It is going to be an icky rainy day, so we should all just play hooky and go watch the Veronica Mars movie. In the news: Jim Flaherty resigns as finance minister and Joe Oliver takes over the mantle, we’re one step closer to food truck deliciousness in the city, Torontonians are warming to the idea of jets at Billy Bishop, and scaffolding is falling from the sky.
Yesterday, it was announced that Jim Flaherty has resigned as finance minister. An aide for Flaherty says that the three-term MP for Whitby-Oshawa will end his tenure in cabinet immediately, although he plans to stay on as an MP; however, he will not run in the next election. In a slightly unexpected move, Eglinton-Lawrence MP and natural resources minister Joe Oliver is expected to be announced as Flaherty’s replacement in cabinet. Oliver is a relative newcomer to politics, but he has a long history of success on Bay Street that should appeal to, well, people on Bay Street. When asked for comment, longtime Flaherty pal Mayor Rob Ford wondered out loud whether or not persisting health problems were the cause of Flaherty’s resignation—although Flaherty made assurances that he was not stepping down because his health was in jeopardy. Instead, he was leaving his post to prepare for an eventual return to the private sector. Mayor Ford said news of his friend’s resignation was sad, but he wished him well. No word yet on who will replace Joe Oliver as natural resources minister, although with all the controversy surrounding those darned oil pipelines, it’s hard to imagine anyone actively wanting that job.

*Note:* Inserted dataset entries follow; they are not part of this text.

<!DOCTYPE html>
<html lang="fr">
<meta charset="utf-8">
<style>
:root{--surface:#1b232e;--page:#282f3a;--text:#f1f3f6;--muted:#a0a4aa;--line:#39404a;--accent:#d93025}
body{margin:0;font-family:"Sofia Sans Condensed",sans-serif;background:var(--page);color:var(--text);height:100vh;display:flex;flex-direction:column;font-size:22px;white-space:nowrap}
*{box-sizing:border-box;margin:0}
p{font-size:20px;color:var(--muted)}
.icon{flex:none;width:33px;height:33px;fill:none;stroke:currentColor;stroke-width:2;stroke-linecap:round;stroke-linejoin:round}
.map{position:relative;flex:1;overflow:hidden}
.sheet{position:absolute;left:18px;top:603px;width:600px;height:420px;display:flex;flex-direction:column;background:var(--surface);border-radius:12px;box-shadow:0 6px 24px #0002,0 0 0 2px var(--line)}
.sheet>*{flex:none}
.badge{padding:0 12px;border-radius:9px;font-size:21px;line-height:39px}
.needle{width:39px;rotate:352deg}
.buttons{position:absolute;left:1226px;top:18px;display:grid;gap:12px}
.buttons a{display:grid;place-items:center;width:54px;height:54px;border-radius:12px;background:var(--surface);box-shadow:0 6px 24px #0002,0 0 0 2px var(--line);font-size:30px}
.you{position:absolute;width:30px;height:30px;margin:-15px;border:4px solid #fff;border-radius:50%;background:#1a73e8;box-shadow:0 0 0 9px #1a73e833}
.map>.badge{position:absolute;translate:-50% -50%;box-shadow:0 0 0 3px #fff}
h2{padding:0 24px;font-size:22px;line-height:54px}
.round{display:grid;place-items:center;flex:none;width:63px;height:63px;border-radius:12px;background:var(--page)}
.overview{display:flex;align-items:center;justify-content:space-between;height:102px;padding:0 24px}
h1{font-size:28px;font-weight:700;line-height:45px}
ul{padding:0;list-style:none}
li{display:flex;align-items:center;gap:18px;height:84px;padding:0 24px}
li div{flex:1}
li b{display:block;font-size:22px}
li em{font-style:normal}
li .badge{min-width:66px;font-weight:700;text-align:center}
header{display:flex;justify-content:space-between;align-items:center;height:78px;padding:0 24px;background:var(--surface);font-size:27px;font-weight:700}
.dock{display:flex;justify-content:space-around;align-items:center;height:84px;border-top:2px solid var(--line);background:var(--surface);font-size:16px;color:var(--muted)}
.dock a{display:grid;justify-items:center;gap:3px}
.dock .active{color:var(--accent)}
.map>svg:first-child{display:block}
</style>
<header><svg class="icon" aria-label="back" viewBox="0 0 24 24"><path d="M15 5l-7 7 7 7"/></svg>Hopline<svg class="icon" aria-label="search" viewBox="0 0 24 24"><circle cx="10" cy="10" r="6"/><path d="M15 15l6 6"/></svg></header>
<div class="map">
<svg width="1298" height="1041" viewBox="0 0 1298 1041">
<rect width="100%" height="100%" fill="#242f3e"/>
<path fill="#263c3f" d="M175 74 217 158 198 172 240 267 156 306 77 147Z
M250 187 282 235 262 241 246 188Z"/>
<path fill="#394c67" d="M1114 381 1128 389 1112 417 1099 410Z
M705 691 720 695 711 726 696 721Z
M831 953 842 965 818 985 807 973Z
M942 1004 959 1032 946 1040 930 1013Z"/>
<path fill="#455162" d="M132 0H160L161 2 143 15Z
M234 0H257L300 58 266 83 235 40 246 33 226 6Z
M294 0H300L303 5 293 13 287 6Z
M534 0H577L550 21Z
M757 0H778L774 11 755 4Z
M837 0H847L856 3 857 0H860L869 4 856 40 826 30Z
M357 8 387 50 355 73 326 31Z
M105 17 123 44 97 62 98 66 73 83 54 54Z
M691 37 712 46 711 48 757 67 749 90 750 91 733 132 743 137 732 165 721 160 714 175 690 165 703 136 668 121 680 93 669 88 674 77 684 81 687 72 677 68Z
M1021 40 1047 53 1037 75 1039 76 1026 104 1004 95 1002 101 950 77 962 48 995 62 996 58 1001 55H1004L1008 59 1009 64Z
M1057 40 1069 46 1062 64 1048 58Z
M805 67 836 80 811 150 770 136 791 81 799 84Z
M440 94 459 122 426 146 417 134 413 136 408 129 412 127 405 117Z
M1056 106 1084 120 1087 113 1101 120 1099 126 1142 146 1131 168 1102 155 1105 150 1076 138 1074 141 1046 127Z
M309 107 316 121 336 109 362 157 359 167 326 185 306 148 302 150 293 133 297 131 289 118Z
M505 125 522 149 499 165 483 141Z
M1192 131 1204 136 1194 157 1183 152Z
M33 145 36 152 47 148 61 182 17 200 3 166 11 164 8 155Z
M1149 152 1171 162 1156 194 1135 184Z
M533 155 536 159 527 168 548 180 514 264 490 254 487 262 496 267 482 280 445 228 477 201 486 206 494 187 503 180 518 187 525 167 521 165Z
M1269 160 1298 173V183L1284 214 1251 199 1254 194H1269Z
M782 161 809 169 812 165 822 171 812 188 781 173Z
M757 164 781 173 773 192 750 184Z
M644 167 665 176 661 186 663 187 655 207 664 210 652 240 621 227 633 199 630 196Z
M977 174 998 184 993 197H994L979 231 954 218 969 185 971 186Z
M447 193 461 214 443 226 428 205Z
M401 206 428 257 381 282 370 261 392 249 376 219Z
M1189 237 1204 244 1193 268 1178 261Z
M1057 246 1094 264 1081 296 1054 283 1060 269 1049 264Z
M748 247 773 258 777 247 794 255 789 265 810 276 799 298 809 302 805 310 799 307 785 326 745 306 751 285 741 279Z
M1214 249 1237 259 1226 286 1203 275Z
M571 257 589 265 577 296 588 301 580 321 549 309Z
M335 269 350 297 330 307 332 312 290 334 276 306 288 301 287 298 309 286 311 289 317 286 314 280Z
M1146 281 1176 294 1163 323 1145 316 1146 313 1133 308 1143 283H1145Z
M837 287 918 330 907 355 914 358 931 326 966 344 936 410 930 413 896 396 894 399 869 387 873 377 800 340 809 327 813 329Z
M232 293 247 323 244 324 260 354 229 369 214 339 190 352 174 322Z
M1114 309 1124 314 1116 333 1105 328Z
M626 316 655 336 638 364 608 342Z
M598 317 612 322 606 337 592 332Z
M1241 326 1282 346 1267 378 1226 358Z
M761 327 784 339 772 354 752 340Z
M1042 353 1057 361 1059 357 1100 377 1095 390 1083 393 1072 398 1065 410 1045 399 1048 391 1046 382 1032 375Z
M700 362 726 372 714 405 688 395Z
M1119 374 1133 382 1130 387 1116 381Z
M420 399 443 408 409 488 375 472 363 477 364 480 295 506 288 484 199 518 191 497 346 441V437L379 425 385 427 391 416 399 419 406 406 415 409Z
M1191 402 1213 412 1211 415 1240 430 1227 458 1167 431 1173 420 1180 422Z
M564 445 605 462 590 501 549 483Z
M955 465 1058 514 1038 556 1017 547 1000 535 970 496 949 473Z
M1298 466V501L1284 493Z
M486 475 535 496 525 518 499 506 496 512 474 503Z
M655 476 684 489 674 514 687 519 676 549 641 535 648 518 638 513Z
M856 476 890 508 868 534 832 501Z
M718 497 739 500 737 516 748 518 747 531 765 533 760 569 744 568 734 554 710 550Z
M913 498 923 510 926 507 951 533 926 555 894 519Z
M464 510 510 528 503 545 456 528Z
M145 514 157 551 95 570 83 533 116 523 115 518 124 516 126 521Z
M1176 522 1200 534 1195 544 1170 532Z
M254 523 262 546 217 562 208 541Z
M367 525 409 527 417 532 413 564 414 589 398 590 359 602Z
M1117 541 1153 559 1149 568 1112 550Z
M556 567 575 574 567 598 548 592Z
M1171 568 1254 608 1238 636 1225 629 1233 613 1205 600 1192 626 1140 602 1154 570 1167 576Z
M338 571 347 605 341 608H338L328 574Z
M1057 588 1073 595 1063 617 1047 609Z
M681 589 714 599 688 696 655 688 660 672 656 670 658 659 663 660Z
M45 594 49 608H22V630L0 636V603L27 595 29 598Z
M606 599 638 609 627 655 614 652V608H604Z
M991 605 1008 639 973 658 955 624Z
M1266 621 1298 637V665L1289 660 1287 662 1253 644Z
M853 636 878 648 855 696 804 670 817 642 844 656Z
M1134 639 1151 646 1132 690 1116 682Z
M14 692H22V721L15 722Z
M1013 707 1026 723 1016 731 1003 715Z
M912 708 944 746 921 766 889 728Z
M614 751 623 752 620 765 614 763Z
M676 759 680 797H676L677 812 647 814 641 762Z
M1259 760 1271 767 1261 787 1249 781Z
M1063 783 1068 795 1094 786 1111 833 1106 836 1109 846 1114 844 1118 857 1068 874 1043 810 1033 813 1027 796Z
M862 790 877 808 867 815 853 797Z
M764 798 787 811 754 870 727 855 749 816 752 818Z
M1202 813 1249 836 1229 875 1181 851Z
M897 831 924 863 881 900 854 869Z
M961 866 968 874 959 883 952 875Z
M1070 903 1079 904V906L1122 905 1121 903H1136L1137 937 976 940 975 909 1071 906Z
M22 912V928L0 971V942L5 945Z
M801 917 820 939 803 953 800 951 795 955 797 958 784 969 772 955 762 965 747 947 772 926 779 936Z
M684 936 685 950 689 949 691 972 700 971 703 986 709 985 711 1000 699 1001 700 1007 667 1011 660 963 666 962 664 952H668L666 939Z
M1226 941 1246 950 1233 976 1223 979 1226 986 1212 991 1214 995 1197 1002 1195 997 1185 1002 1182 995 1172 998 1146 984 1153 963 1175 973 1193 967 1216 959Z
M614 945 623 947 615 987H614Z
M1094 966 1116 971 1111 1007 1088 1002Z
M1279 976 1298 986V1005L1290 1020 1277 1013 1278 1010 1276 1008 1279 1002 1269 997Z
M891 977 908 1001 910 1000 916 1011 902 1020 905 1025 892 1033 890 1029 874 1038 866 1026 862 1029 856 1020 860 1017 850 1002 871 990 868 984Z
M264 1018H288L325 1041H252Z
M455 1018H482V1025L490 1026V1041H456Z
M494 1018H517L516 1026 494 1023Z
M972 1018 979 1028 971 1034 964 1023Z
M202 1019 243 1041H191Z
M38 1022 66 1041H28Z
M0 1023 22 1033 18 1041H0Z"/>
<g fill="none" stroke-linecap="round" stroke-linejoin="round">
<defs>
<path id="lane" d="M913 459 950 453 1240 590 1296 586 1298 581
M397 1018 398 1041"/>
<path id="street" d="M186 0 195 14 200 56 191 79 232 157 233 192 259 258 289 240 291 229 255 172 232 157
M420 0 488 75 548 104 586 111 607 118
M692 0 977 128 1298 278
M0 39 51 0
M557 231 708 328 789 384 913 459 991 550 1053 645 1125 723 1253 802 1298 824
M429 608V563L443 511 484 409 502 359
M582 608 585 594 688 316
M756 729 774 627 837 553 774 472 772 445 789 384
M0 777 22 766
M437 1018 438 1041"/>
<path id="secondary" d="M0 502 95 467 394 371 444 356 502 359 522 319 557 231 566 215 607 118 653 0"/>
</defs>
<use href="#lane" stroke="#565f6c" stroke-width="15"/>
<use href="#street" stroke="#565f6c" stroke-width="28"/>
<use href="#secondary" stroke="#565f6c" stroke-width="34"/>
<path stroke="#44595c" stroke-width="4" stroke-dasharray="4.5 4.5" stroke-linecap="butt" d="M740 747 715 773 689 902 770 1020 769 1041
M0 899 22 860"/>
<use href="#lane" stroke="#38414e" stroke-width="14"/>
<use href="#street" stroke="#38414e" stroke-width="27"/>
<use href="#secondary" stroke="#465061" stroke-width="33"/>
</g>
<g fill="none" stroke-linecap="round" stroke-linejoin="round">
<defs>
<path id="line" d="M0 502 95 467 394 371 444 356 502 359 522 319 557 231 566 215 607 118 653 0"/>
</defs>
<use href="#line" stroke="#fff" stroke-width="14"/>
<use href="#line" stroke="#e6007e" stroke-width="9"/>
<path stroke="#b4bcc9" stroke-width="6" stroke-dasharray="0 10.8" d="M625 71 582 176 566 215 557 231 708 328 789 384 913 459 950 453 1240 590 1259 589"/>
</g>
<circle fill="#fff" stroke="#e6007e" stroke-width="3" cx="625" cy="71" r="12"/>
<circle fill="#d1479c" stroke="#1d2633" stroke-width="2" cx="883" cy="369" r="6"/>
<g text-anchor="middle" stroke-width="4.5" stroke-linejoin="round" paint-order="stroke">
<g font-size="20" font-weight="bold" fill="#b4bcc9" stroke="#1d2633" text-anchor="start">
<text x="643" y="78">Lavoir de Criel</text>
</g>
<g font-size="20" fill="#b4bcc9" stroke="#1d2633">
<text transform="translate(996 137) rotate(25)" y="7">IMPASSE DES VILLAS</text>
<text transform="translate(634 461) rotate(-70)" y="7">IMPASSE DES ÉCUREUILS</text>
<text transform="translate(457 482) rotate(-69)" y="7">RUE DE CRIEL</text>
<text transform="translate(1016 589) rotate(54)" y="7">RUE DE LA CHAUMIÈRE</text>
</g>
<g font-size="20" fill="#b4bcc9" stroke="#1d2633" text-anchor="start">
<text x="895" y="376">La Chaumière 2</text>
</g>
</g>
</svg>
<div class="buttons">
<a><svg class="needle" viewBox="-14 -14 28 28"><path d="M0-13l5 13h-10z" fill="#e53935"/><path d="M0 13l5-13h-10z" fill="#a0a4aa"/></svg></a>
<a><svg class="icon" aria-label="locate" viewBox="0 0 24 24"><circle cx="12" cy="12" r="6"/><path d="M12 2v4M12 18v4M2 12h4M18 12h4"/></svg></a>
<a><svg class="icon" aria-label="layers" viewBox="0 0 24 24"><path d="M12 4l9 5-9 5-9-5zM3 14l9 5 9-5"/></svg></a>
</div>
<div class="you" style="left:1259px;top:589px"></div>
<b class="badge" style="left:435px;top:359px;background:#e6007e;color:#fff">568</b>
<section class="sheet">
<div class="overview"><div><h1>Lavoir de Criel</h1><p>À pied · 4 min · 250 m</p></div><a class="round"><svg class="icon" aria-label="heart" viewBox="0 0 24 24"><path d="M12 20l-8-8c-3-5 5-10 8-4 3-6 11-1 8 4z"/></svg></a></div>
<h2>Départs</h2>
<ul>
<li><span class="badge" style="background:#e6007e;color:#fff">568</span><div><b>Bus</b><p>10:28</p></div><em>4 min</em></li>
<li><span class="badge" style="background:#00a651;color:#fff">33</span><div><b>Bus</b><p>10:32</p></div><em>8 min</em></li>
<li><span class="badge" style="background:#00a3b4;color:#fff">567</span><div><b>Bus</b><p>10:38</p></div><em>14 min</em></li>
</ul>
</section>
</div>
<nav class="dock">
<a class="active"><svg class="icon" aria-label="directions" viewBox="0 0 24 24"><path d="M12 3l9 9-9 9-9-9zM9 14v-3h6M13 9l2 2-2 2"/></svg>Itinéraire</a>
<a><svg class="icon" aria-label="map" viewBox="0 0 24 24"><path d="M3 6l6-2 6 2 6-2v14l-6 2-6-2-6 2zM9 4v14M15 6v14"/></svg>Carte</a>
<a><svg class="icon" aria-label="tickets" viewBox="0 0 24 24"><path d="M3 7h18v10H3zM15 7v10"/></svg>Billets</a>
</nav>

It may not be a scientific fact that food tastes better when a hipster serves it to you from the back of a retrofitted vehicle, but it is so very true. Thankfully for all of our tastebuds, the Municipal Licensing and Standards Committee has approved regulations that could allow a slew of new food trucks to be in place by the summer, if City Council passes a new bylaw. Unfortunately, though, everything is not completely peachy keen with the committee recommendations, which include that food trucks be at least 50 metres away from a restaurant, and 30 metres away from schools. Food truck owners feel as if this move may give restaurant owners too much power to veto food truck locations. Thankfully for food truck owners, most people will walk to the ends of the earth for fancy tacos, burgers, and grilled cheese sandwiches, so everything will probably work out just fine in the end.
Well, Porter Airlines, all of your PR squawking to drum up support for proposed Billy Bishop Airport expansion may be doing the trick. A new Forum Research poll shows that Torontonians are a little less frosty about the idea of jets landing at the downtown airport than they were a few months ago. Of 1,271 people polled on March 13, 46 per cent indicated they were in favour of jet traffic, which is up from 43 per cent in December. Meanwhile, opposition held steady at 40 per cent. The poll reveals that support is highest amongst persons who are supporters of Mayor Rob Ford, with 60 per cent of respondents who were pro-jets identifying themselves as members of Ford Nation. While it may seem like a small victory in the long-running push for airport expansion, pollsters are pragmatic about the results. “When we polled Billy Bishop in December, the city had soured on the idea of extending the runways for jets slightly. Now, levels of enthusiasm are back up where they were when we began polling this issue last summer,” explains Lorne Bozinoff, president of Forum Research.
Chicken Little, it looks like the sky is indeed falling. Yesterday, four storeys of scaffolding fell onto a taxi cab carrying two passengers on Peter Street, just south of Richmond Street. Thankfully no injuries were reported, and the Ministry of Labour is currently investigating what may have caused a ton of very heavy, very dangerous metal to come crashing to the ground.